Ensure Ease of Integration into V-Pipe, and Merge #4

Open gordonkoehn opened 16 hours ago

gordonkoehn commented 16 hours ago

Check for the ease of running this in the current V-Pipe.

Prepare and submit this as a good PR.

gordonkoehn commented 16 hours ago

First thoughts: The core loops are:

Key Iterations Runtime per iter Memory Potential Reduction
main 1 est. 4.6 h. 1414 MB pd.df_tally ???
location 8 35min for 100 b.s. ~186 MB (df_tally[location]) 1/8
bootstraps (b.s.) 100 min - 1000 optimum 21 s total at 100 iters ~190 MB (df_tally[location] resampled dep. on available cores, say 1/5 - 1/10
date_intervals (#dates - 1) = 12 0.5-6s 7.2872 MB (df_tally[location][resampled][date_interval] startup overhead 1/2 ?
#dates ~13 (one sample per week) XXX XXX

That makes for an estimate of est. 4.6 h total runtime for 8 cities, given they are the same as Zürich. (M1 Pro Chip)

These levels seem to be independent at first sight.

_I could imagine that ll.KernelDeconv could be parralized - perhaps easiest would be the most inner looüp for the date_intervals_.

In general to use python's multiprocessing the following must be true:

See Co-Pilote:

Using the KernelDeconv class and its deconv method with multiprocessing should generally work, but there are a few considerations to keep in mind:

Thread Safety: Ensure that the objects and methods used within KernelDeconv are thread-safe.
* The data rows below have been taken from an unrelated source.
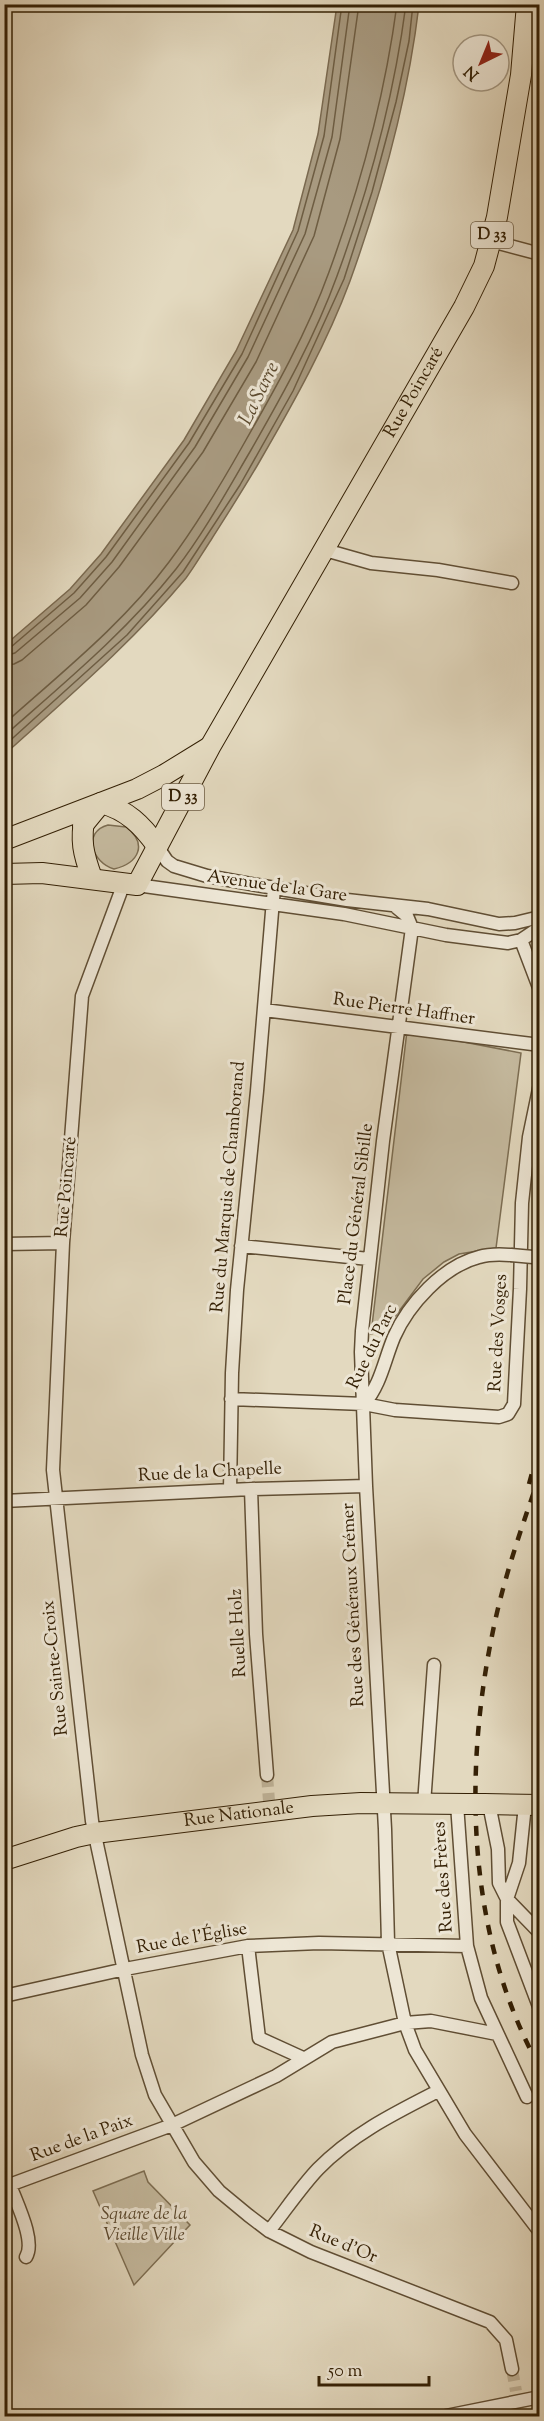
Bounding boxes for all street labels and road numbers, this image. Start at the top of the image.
road number: D 33 [471,222,513,248]
street label: Rue Poincaré [378,342,451,443]
road number: D 33 [162,784,204,810]
street label: Avenue de la Gare [205,864,349,910]
street label: Rue Pierre Haffner [331,987,477,1033]
street label: Rue du Marquis de Chamborand [205,1060,253,1314]
street label: Place du Général Sibille [333,1122,381,1306]
street label: Rue Poincaré [50,1136,84,1238]
street label: Rue des Vosges [483,1273,515,1393]
street label: Rue du Parc [341,1300,405,1394]
street label: Rue de la Chapelle [137,1456,283,1490]
street label: Rue des Généraux Crémer [336,1502,372,1708]
street label: Ruelle Holz [224,1588,254,1678]
street label: Rue Sainte-Croix [36,1599,76,1737]
street label: Rue Nationale [182,1795,295,1835]
street label: Rue des Frères [427,1821,461,1933]
street label: Rue de l'Église [135,1916,249,1962]
street label: Rue de la Paix [27,2108,137,2170]
street label: Rue d'Or [305,2219,381,2271]

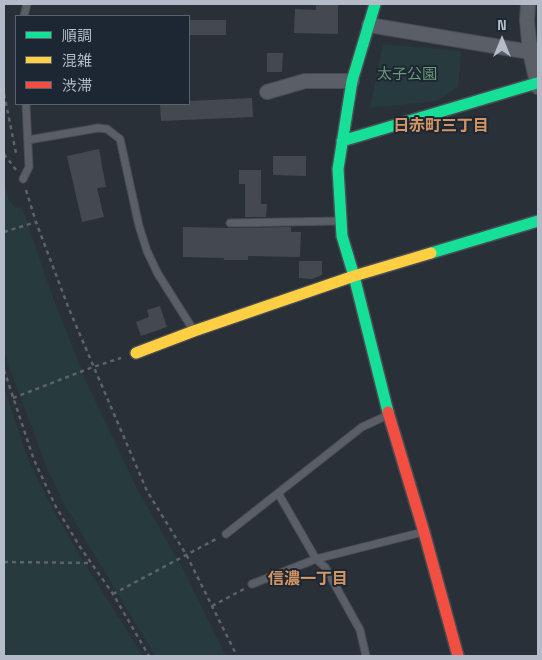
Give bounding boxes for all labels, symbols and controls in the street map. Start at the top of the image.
legend [15,15,190,105]
north arrow [477,15,527,65]
text: N [497,16,507,34]
text: 順調 [62,26,92,45]
text: 混雑 [62,51,92,70]
park label: 太子公園 [377,66,437,84]
text: 渋滞 [62,76,92,95]
district label: 日赤町三丁目 [393,117,489,137]
district label: 信濃一丁目 [268,570,348,590]

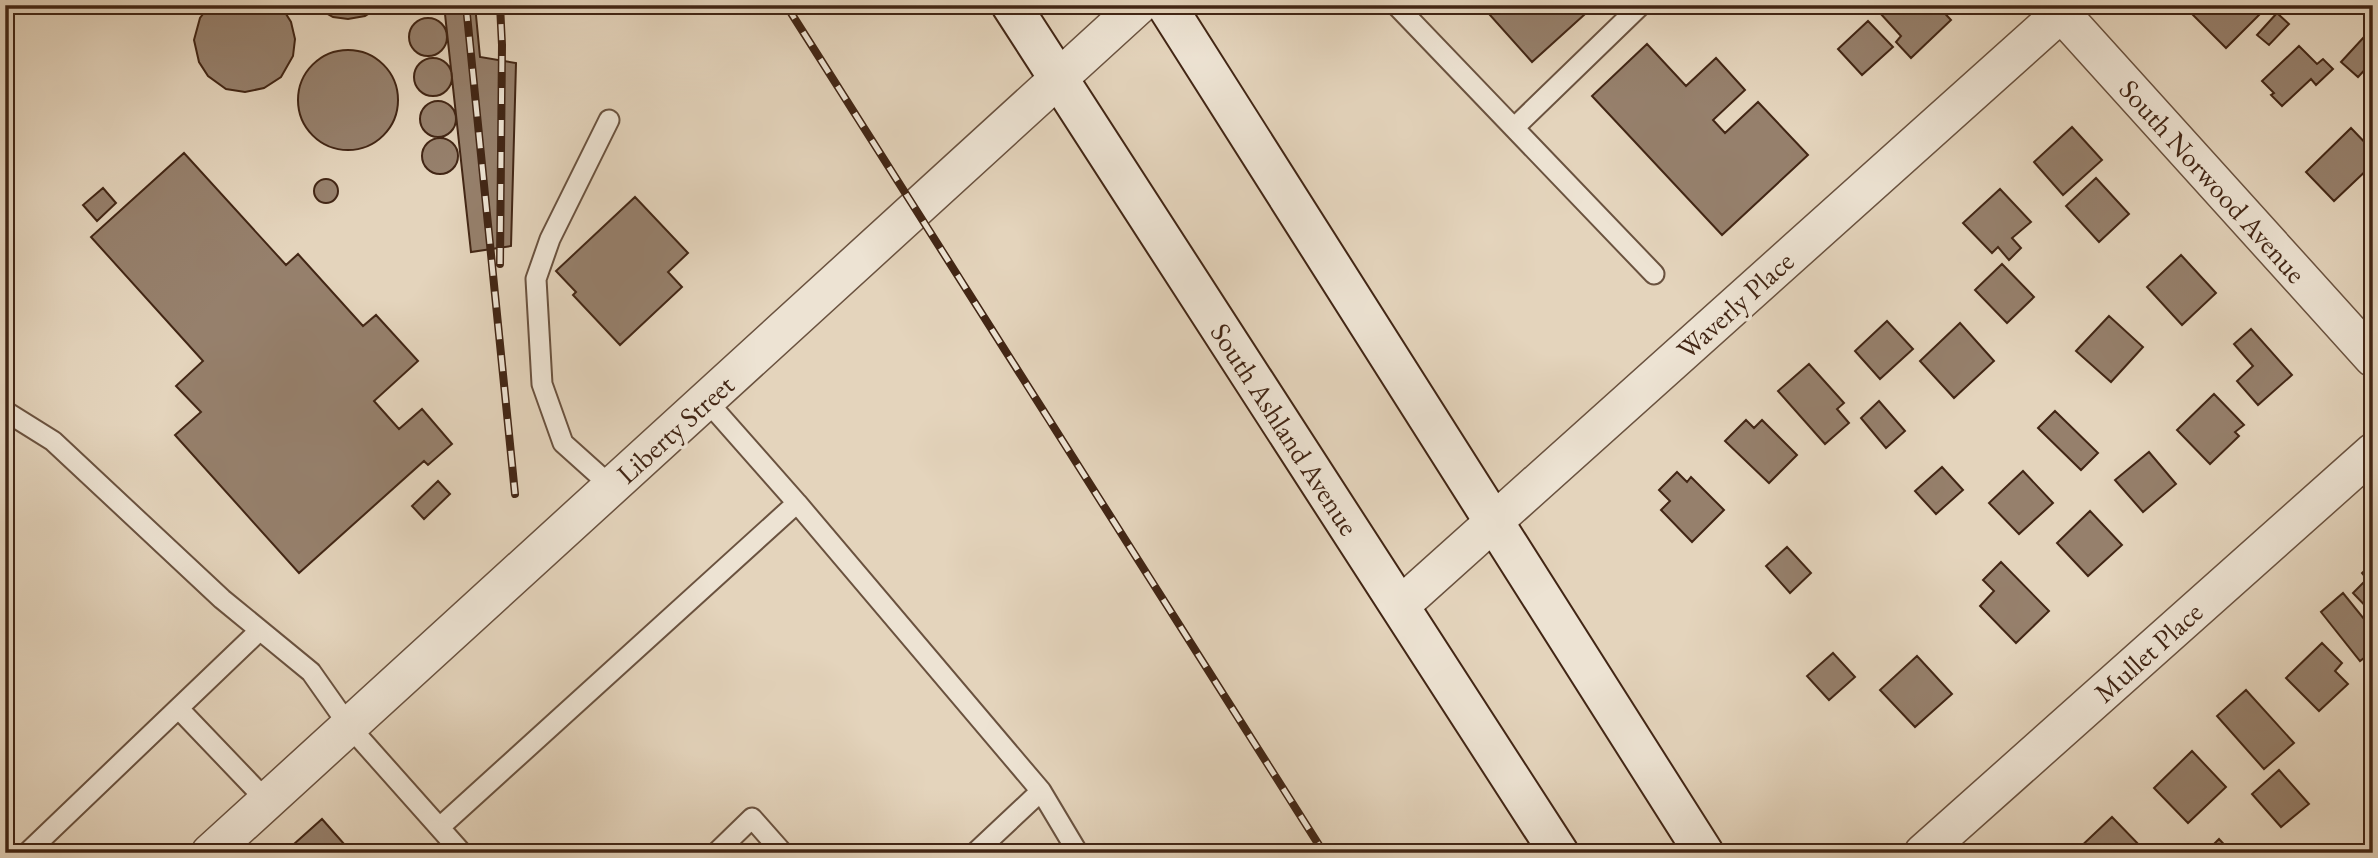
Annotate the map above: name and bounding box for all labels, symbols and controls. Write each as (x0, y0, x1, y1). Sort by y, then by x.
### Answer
street label: South Norwood Avenue (2112, 72, 2314, 291)
street label: Waverly Place (1669, 243, 1801, 367)
street label: South Ashland Avenue (1203, 316, 1367, 542)
street label: Liberty Street (609, 367, 741, 491)
street label: Mullet Place (2086, 594, 2210, 710)

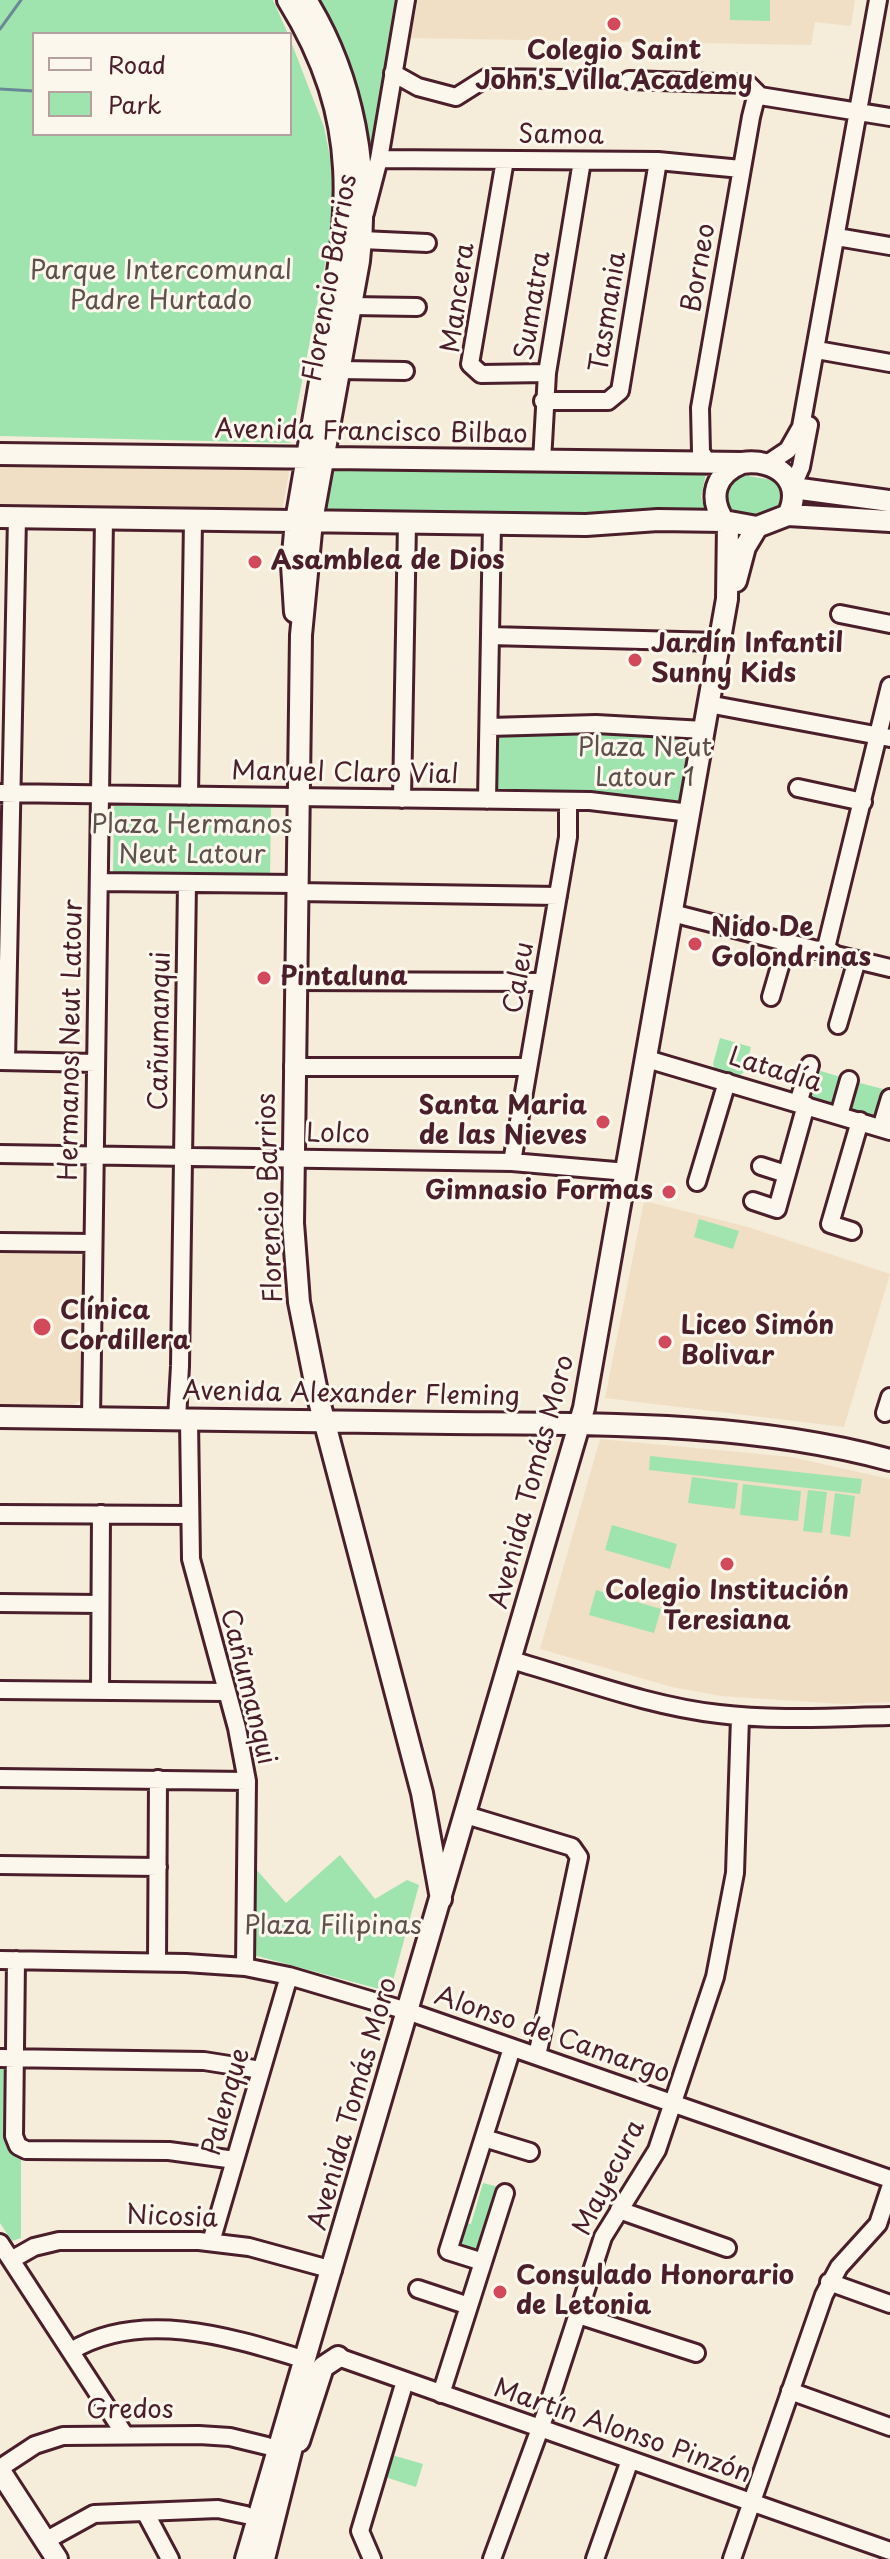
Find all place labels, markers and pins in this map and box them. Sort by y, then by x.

This includes the kernel, regressor, and confidence interval objects.

Data Sharing: When using multiprocessing, data is typically copied to each process. If the data is large, this can be inefficient. Consider using shared memory or other techniques to manage large datasets.

Pickleability: Objects passed to multiprocessing must be pickleable. Ensure that all objects and methods used in KernelDeconv can be serialized with pickle.

To Check:

gordonkoehn commented 14 hours ago

Currently is V-Pipe running LollliPop with the Resources: threads: 1 memory: 1024 MB disk_mb 1024

See config_shema.json and rule deconvolution

There is something I don't get about this memory because for my current date range this would mean it would not run as is. No, as V-Pipe seems to run Lollipop already stratified per location.

gordonkoehn commented 13 hours ago

Conclusion: Both Multiprocessing at the level of location and bootstraps seems feasible and reasonable. At the level of location_intervals there is probably to much overhead for the short iteration duration. Multiprocessing at the level or bootstraps would further allow to speed up single location applications.

Using bootstraps as multiprocessing would allow us to fix the number of cores.

The memory would stay within the bounds of a normal 1 GB job, and we would split the single job to about ten jobs max in either case – a reasonable investment of resources.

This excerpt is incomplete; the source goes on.